【人工智能】神经网络八股
使用八股搭建神经网络
六步法搭建网络
用tensorflow API
:tf.leras
搭建网络八股
import # 导入相关模块
train,test # 告知要喂入网络的训练集和测试集。即指定训练集的输入特征x_train和训练集的标签y_train;指定测试集的输入特征x_test和测试集的标签y_test
model=tf.keras.models.Sequential # 在Sequential()中搭建网络结构,逐层描述每层网络,相当于走了一遍前向传播
model.compile # 在compile()中配置训练方法,告知训练时选择哪种优化器,选择哪个损失函数,选择哪种评测指标
model.fit # 在fit()中执行训练过程,告知训练集和测试集的输入标签和特征,告知,每个batch是多少,告知要迭代多少次数据集。
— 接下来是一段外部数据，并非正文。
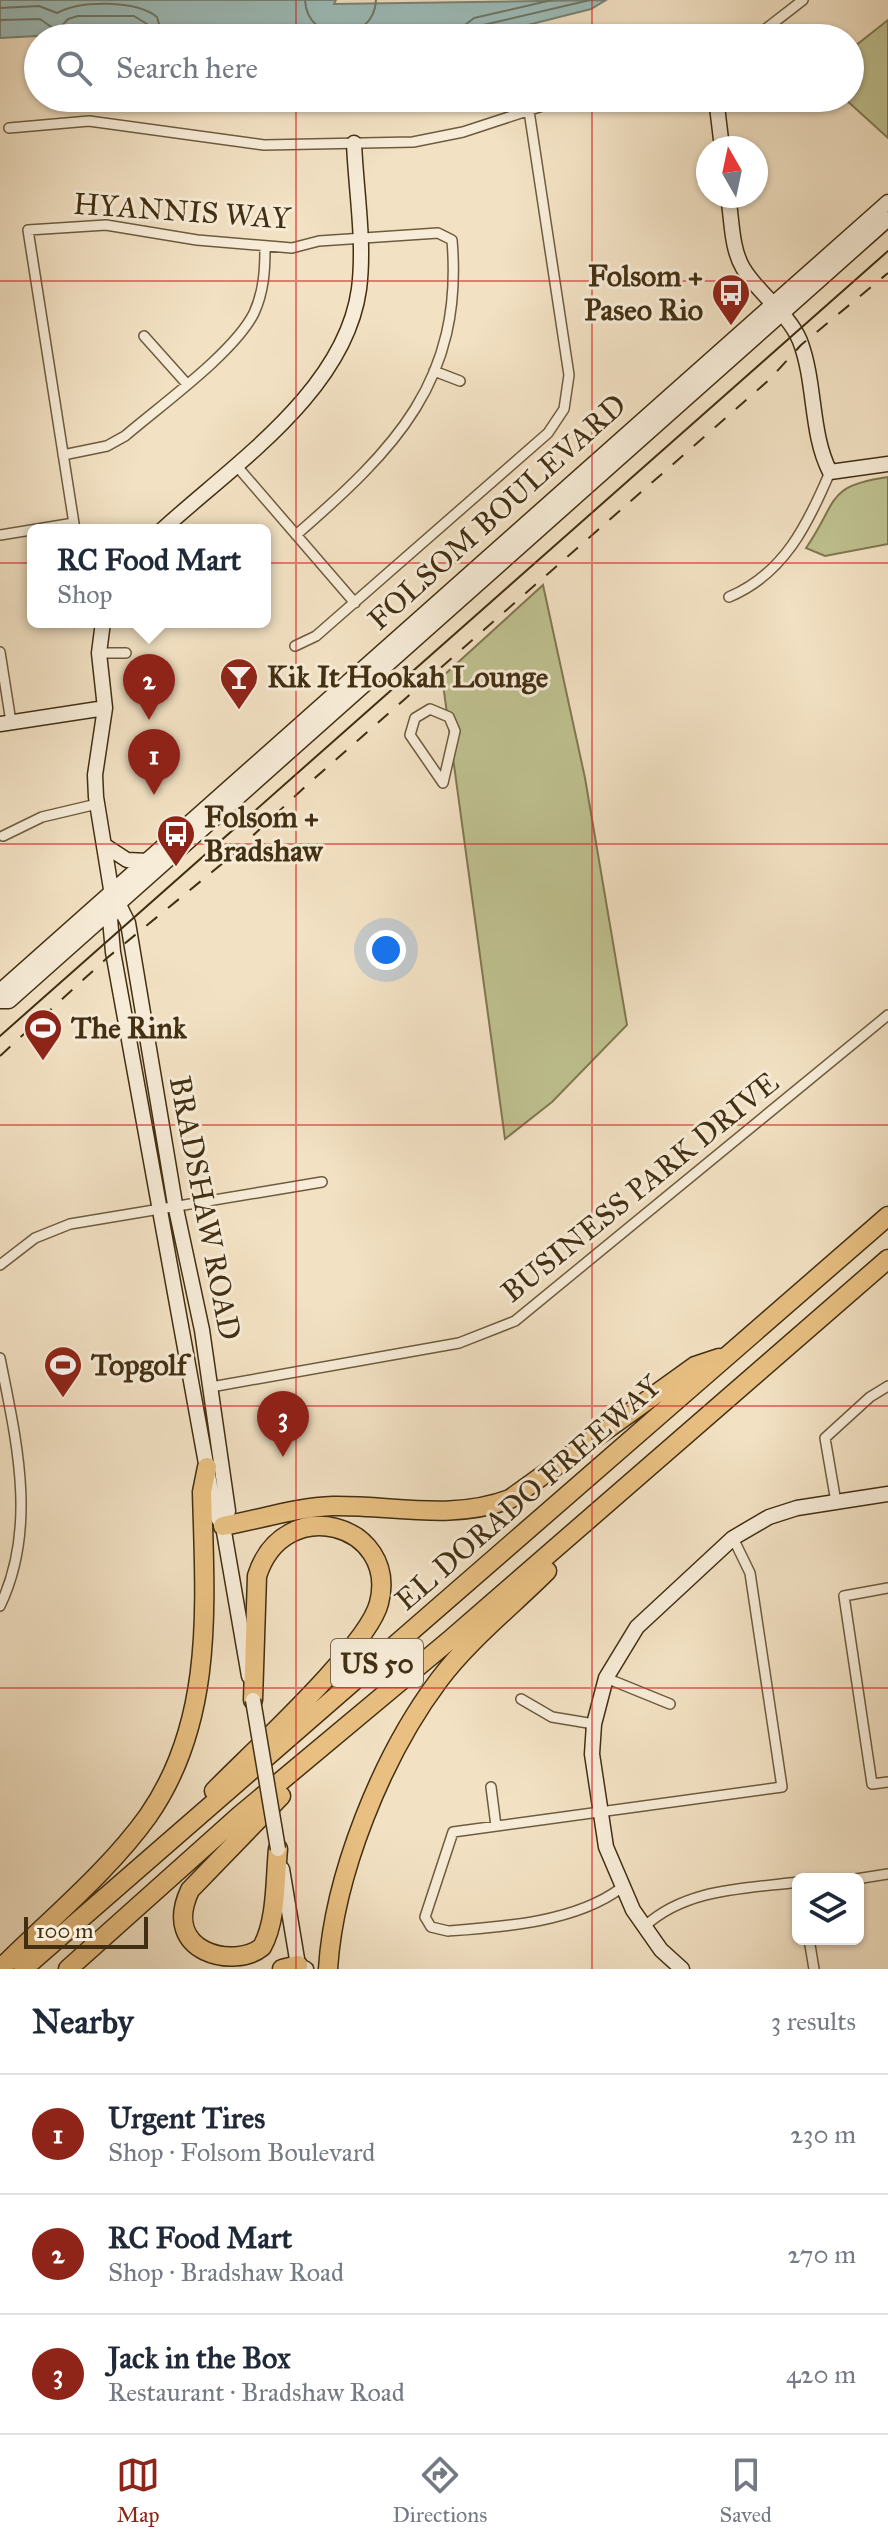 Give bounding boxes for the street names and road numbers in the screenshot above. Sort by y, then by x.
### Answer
street label: HYANNIS WAY [72,185,293,237]
street label: FOLSOM BOULEVARD [361,387,633,637]
street label: BUSINESS PARK DRIVE [494,1064,786,1310]
street label: BRADSHAW ROAD [162,1073,248,1343]
street label: EL DORADO FREEWAY [388,1367,669,1618]
road number: US 50 [331,1639,423,1687] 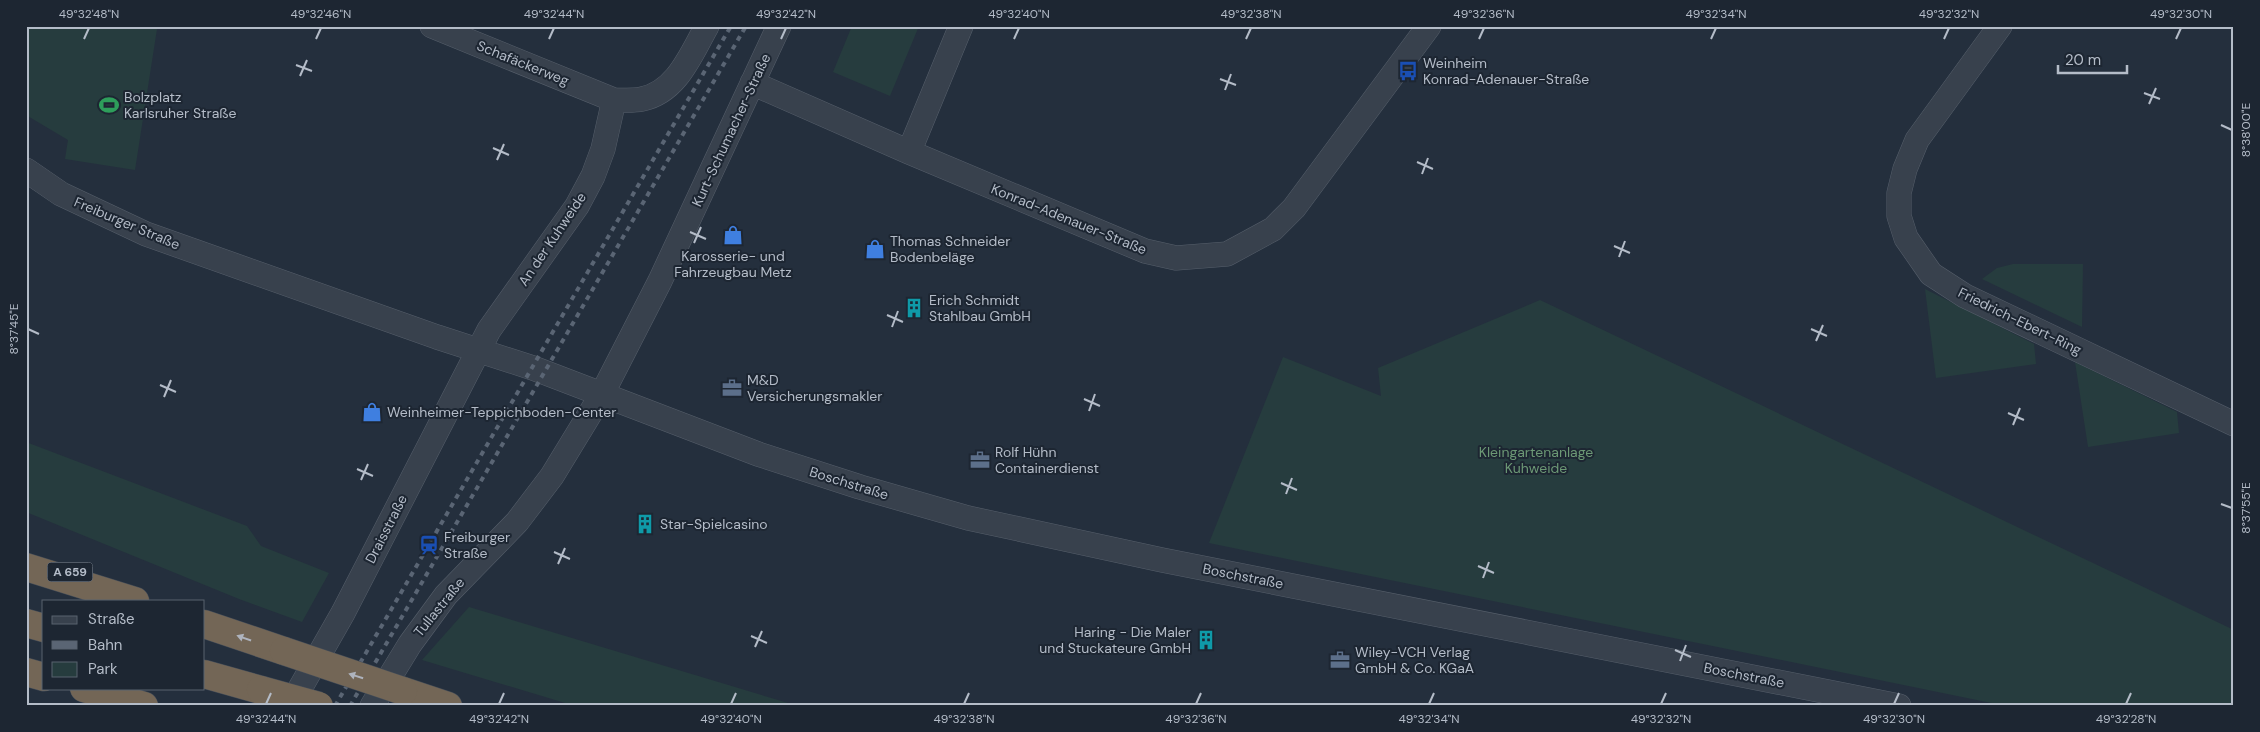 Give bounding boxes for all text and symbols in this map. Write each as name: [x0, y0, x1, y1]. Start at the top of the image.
text: 49°32'48"N: [59, 6, 119, 22]
text: 49°32'46"N: [291, 6, 351, 22]
text: 49°32'44"N: [524, 6, 584, 22]
text: 49°32'42"N: [756, 6, 816, 22]
text: 49°32'40"N: [988, 6, 1050, 22]
text: 49°32'38"N: [1220, 6, 1282, 22]
text: 49°32'36"N: [1453, 6, 1515, 22]
text: 49°32'34"N: [1685, 6, 1747, 22]
text: 49°32'32"N: [1919, 6, 1979, 22]
text: 49°32'30"N: [2150, 6, 2212, 22]
street label: Schafäckerweg: [474, 36, 572, 90]
scale bar: [2058, 42, 2126, 74]
text: 20 m: [2065, 50, 2101, 70]
street label: Kurt-Schumacher-Straße: [688, 51, 774, 209]
place label: Weinheim Konrad-Adenauer-Straße: [1423, 54, 1589, 88]
bus stop icon: Weinheim Konrad-Adenauer-Straße: [1397, 60, 1419, 82]
place label: Bolzplatz Karlsruher Straße: [124, 88, 236, 122]
sports icon: Bolzplatz Karlsruher Straße: [98, 94, 120, 116]
text: 8°38'00"E: [2238, 103, 2254, 157]
street label: Konrad-Adenauer-Straße: [989, 180, 1149, 258]
street label: An der Kuhweide: [514, 189, 590, 289]
street label: Freiburger Straße: [71, 193, 183, 253]
shop icon: Karosserie- und Fahrzeugbau Metz: [722, 224, 744, 246]
place label: Thomas Schneider Bodenbeläge: [890, 232, 1010, 266]
shop icon: Thomas Schneider Bodenbeläge: [864, 238, 886, 260]
place label: Karosserie- und Fahrzeugbau Metz: [674, 247, 792, 281]
street label: Friedrich-Ebert-Ring: [1955, 283, 2085, 359]
place label: Erich Schmidt Stahlbau GmbH: [929, 291, 1031, 325]
building icon: Erich Schmidt Stahlbau GmbH: [903, 297, 925, 319]
text: 8°37'45"E: [6, 303, 22, 355]
place label: M&D Versicherungsmakler: [747, 371, 882, 405]
office icon: M&D Versicherungsmakler: [721, 377, 743, 399]
shop icon: Weinheimer-Teppichboden-Center: [361, 401, 383, 423]
place label: Weinheimer-Teppichboden-Center: [387, 403, 616, 421]
place label: Rolf Hühn Containerdienst: [995, 443, 1099, 477]
park label: Kleingartenanlage Kuhweide: [1479, 443, 1593, 477]
office icon: Rolf Hühn Containerdienst: [969, 449, 991, 471]
street label: Boschstraße: [807, 462, 891, 504]
text: 8°37'55"E: [2238, 482, 2254, 534]
street label: Draisstraße: [361, 492, 411, 566]
building icon: Star-Spielcasino: [634, 513, 656, 535]
place label: Star-Spielcasino: [660, 515, 768, 533]
place label: Freiburger Straße: [444, 528, 510, 562]
station icon: Freiburger Straße: [418, 534, 440, 556]
street label: Boschstraße: [1201, 559, 1285, 593]
road number: A 659: [48, 562, 92, 582]
street label: Tullastraße: [410, 574, 468, 640]
legend: [42, 600, 205, 690]
text: Straße: [88, 609, 135, 629]
place label: Haring - Die Maler und Stuckateure GmbH: [1039, 623, 1191, 657]
building icon: Haring - Die Maler und Stuckateure GmbH: [1195, 629, 1217, 651]
one-way arrow: [236, 634, 251, 641]
text: Bahn: [88, 635, 122, 655]
place label: Wiley-VCH Verlag GmbH & Co. KGaA: [1355, 643, 1474, 677]
office icon: Wiley-VCH Verlag GmbH & Co. KGaA: [1329, 649, 1351, 671]
street label: Boschstraße: [1702, 658, 1786, 692]
text: Park: [88, 659, 118, 679]
one-way arrow: [349, 671, 364, 679]
text: 49°32'44"N: [236, 711, 296, 727]
text: 49°32'42"N: [469, 711, 529, 727]
text: 49°32'40"N: [700, 711, 762, 727]
text: 49°32'38"N: [933, 711, 995, 727]
text: 49°32'36"N: [1165, 711, 1227, 727]
text: 49°32'34"N: [1398, 711, 1460, 727]
text: 49°32'32"N: [1631, 711, 1691, 727]
text: 49°32'30"N: [1863, 711, 1925, 727]
text: 49°32'28"N: [2096, 711, 2156, 727]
model.summary # 用summary()打印出网络的结构和参数统计
(1)tf.keras.models.Sequential
可以搭建出上层输出下层输入的神经网络结构,但是无法写出一些带有跳连的非顺序网络结构
model = tf.keras.models.Sequential([网络结构]) # 描述各层网络
网络结构举例:
拉直层:tf.keras.layers.Flatten()
这一层不含计算,只是形状转换。把输入特征拉直,变为一维数组
全连接层:tf.keras.layers.Dense(神经元个数、activation="激活函数",kernel_regularizer=哪种正则化)
activate(字符串给出)可选:
relu
,softmax
,tanh
,sigmoid
,
kernel_regularizer可选:,
tf.keras.regularizersl1()
,tf.keras.regularizers.l2()
卷积层:tf.keras.layers.Conv2D(filters=卷积核个数,kernel_size=卷积核尺寸,strides=卷积步长,padding="valid"or"same")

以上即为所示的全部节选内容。